听闻千惜之言,下头已经有人高呼道:“娘娘深明大义,乃大肃之福!”
并不因失子而怪罪于西岸,亦不曾为此而与西岸交恶,反倒以天下为重,百姓为重,大肃为重,如此良后,得此良后,自是大肃之福。
“陛下圣明,娘娘大善,陛下万岁,娘娘千岁!”一声声的高呼而起,明卓葳,还真是喜欢与千惜放在一起听着这些人高呼的情形,那样就像是在无事地说着,他与千惜是分不开的,无论如何都分不开。
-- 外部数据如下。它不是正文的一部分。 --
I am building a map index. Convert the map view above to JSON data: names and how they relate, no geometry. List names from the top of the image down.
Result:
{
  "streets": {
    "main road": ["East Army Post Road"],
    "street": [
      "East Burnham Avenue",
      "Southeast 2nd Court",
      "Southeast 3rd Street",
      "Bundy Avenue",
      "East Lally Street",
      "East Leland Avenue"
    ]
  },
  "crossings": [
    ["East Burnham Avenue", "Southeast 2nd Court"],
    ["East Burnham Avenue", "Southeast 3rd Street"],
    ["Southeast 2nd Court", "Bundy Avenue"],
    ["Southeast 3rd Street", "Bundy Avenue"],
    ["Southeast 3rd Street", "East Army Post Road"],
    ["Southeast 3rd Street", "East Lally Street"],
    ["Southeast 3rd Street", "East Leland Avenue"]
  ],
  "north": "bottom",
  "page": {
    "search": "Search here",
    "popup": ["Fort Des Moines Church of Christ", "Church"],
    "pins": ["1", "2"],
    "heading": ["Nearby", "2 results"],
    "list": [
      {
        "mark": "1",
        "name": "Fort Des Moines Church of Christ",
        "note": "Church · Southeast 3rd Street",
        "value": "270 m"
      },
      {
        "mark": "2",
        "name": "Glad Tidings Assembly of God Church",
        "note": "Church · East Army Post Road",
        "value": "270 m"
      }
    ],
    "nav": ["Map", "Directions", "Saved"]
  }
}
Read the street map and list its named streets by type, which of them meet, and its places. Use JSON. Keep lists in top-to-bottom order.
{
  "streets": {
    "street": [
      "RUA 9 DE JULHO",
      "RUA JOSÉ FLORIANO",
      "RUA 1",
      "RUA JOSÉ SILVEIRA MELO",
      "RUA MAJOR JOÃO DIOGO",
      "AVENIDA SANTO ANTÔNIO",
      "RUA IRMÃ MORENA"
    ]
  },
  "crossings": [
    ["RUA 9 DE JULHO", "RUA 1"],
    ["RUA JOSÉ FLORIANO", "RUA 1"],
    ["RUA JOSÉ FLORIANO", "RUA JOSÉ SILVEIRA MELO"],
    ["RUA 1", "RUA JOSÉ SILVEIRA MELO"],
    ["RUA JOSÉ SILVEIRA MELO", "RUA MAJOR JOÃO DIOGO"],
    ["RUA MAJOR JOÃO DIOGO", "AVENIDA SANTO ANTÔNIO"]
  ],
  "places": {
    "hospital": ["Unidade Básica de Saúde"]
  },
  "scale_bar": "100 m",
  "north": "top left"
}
西岸太子已被人扶起,明卓葳道:“今日为西岸太子践行,往后大肃与西岸不分你我,你我共庆之!”
举杯而邀,众皆举起了酒杯,皆是一饮而尽。场面的话自是在这样的场合中说着,不断地有人上前与明卓葳敬酒,因着有明卓葳一句皇后不善饮酒在前,倒是没哪个不张眼的敢往千惜面前敬酒,但总有另外。
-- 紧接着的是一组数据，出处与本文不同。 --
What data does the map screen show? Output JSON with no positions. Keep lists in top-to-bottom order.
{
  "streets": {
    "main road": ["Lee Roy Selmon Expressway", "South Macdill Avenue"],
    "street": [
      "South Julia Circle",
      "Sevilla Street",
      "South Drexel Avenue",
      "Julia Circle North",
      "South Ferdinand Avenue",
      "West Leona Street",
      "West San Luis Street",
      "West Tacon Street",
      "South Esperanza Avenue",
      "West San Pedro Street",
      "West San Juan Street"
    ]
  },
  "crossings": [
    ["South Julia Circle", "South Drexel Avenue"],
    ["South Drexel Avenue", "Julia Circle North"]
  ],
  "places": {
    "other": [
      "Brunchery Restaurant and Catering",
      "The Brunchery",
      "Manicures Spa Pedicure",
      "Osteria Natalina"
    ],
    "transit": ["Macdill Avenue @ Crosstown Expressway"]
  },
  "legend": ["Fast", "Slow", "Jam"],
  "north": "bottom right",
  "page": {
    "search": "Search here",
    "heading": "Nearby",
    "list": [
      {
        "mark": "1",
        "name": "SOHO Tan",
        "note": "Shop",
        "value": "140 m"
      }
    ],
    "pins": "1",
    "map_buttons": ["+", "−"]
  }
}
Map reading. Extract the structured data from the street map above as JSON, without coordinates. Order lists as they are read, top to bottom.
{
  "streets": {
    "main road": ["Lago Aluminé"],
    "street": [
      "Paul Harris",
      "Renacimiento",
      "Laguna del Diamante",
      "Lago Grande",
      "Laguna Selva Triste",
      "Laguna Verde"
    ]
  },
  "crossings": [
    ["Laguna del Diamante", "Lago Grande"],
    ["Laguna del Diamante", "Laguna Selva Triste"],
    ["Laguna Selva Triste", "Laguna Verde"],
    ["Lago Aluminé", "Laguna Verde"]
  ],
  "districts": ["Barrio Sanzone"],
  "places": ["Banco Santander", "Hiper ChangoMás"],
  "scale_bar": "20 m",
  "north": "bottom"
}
“这一杯,我敬皇后!”一道嘶哑的声音,原还有些诧异谁如此大胆,但在看清人时,众人都低头视若不见,只因此人正是金氏,千惜的生母。
“怎么,皇后再不善饮酒,难道连这一杯都不敢喝?”金氏阴沉地盯着千惜问,千惜端起酒道:“夫人说笑了,这一杯,我陪夫人喝。”
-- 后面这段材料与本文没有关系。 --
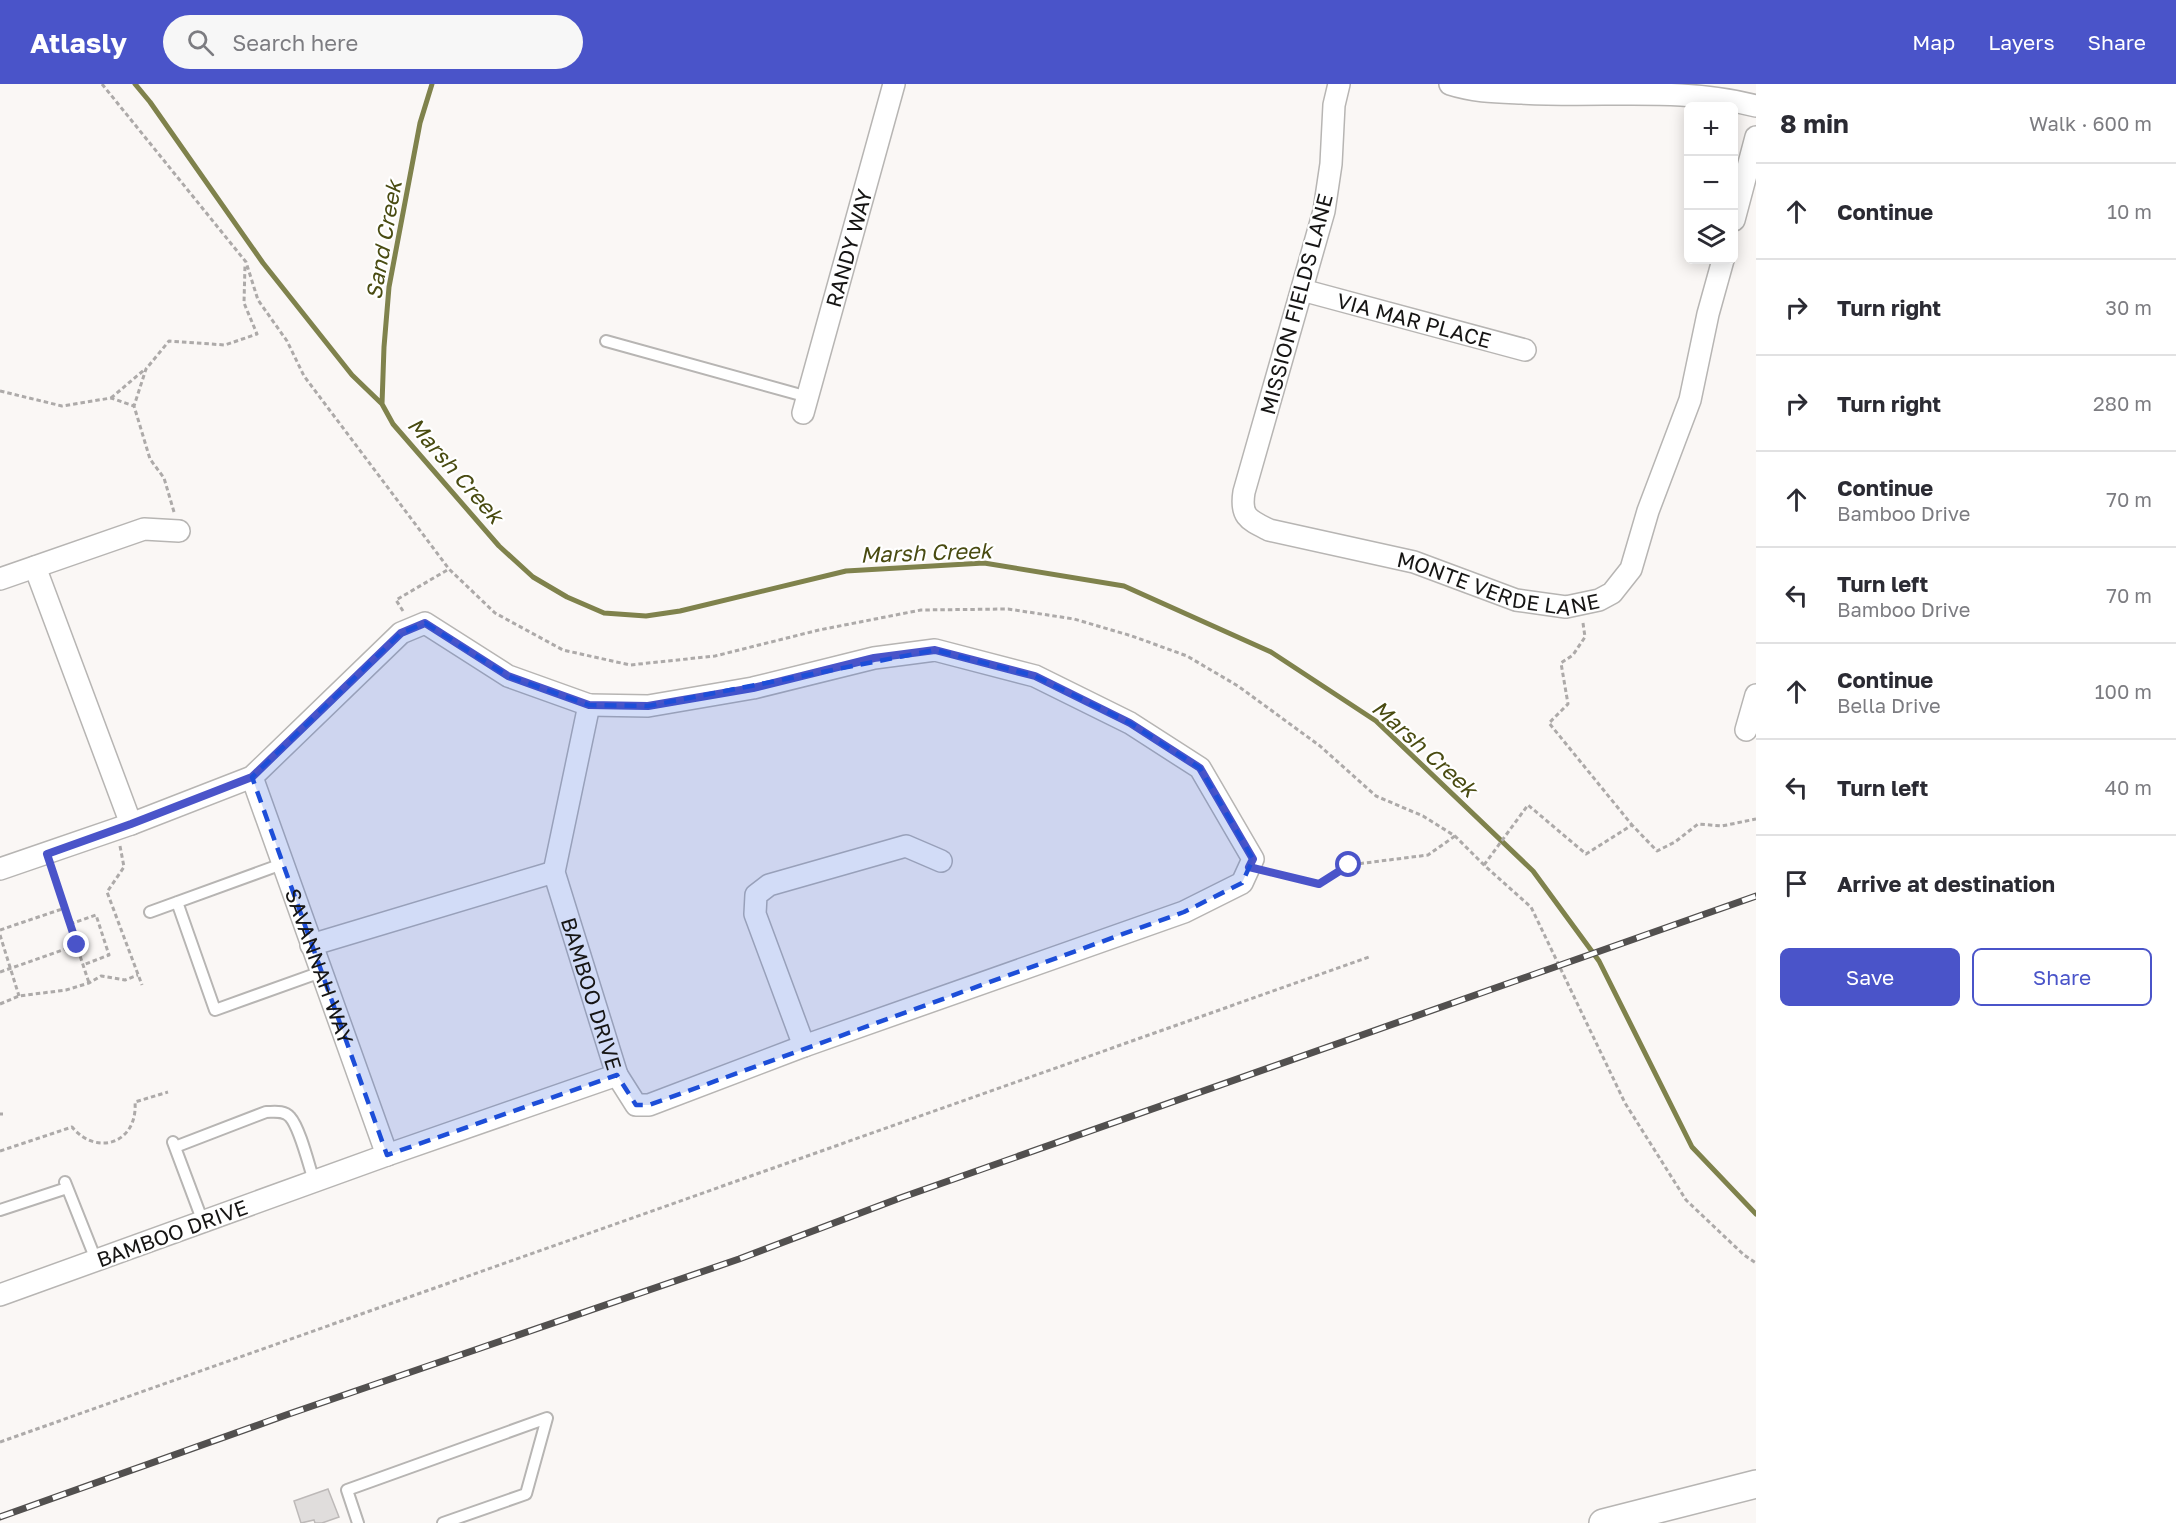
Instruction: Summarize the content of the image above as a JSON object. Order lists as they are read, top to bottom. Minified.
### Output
{"streets":{"street":["RANDY WAY","MISSION FIELDS LANE","VIA MAR PLACE","MONTE VERDE LANE","SAVANNAH WAY","BAMBOO DRIVE"]},"crossings":[["MISSION FIELDS LANE","VIA MAR PLACE"],["MISSION FIELDS LANE","MONTE VERDE LANE"],["SAVANNAH WAY","BAMBOO DRIVE"]],"water":["Sand Creek","Marsh Creek"],"page":{"header":"Atlasly","search":"Search here","nav":["Map","Layers","Share"],"heading":["8 min","Walk · 600 m"],"map_buttons":["+","−"],"list":[["Continue","10 m"],["Turn right","30 m"],["Turn right","280 m"],["Continue","Bamboo Drive","70 m"],["Turn left","Bamboo Drive","70 m"],["Continue","Bella Drive","100 m"],["Turn left","40 m"],"Arrive at destination"],"buttons":["Save","Share"]}}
言罢干净利落地将那酒一饮而尽,金氏却死死地盯着千惜不动,见着千惜喝了那一杯酒,“你的命怎么就那么硬呢,你害了那么多的人,连你自己的儿子都被你克死了,你怎么还活得那么好呢。不过,没关系了,这一次,我亲自送你上路。”
没人反应过来金氏话中的意思,可金氏却拼尽了力气地冲向千惜,手里拿着一支珠簪刺向千惜……
“不!”这一声叫唤,在金氏就要刺中千惜时,千惜却直接地扣住金氏的手,直接将她手里的簪子打落,金氏挣扎着喊道:“我要杀了你,我要杀了你给我的辉儿陪葬,给他陪葬。”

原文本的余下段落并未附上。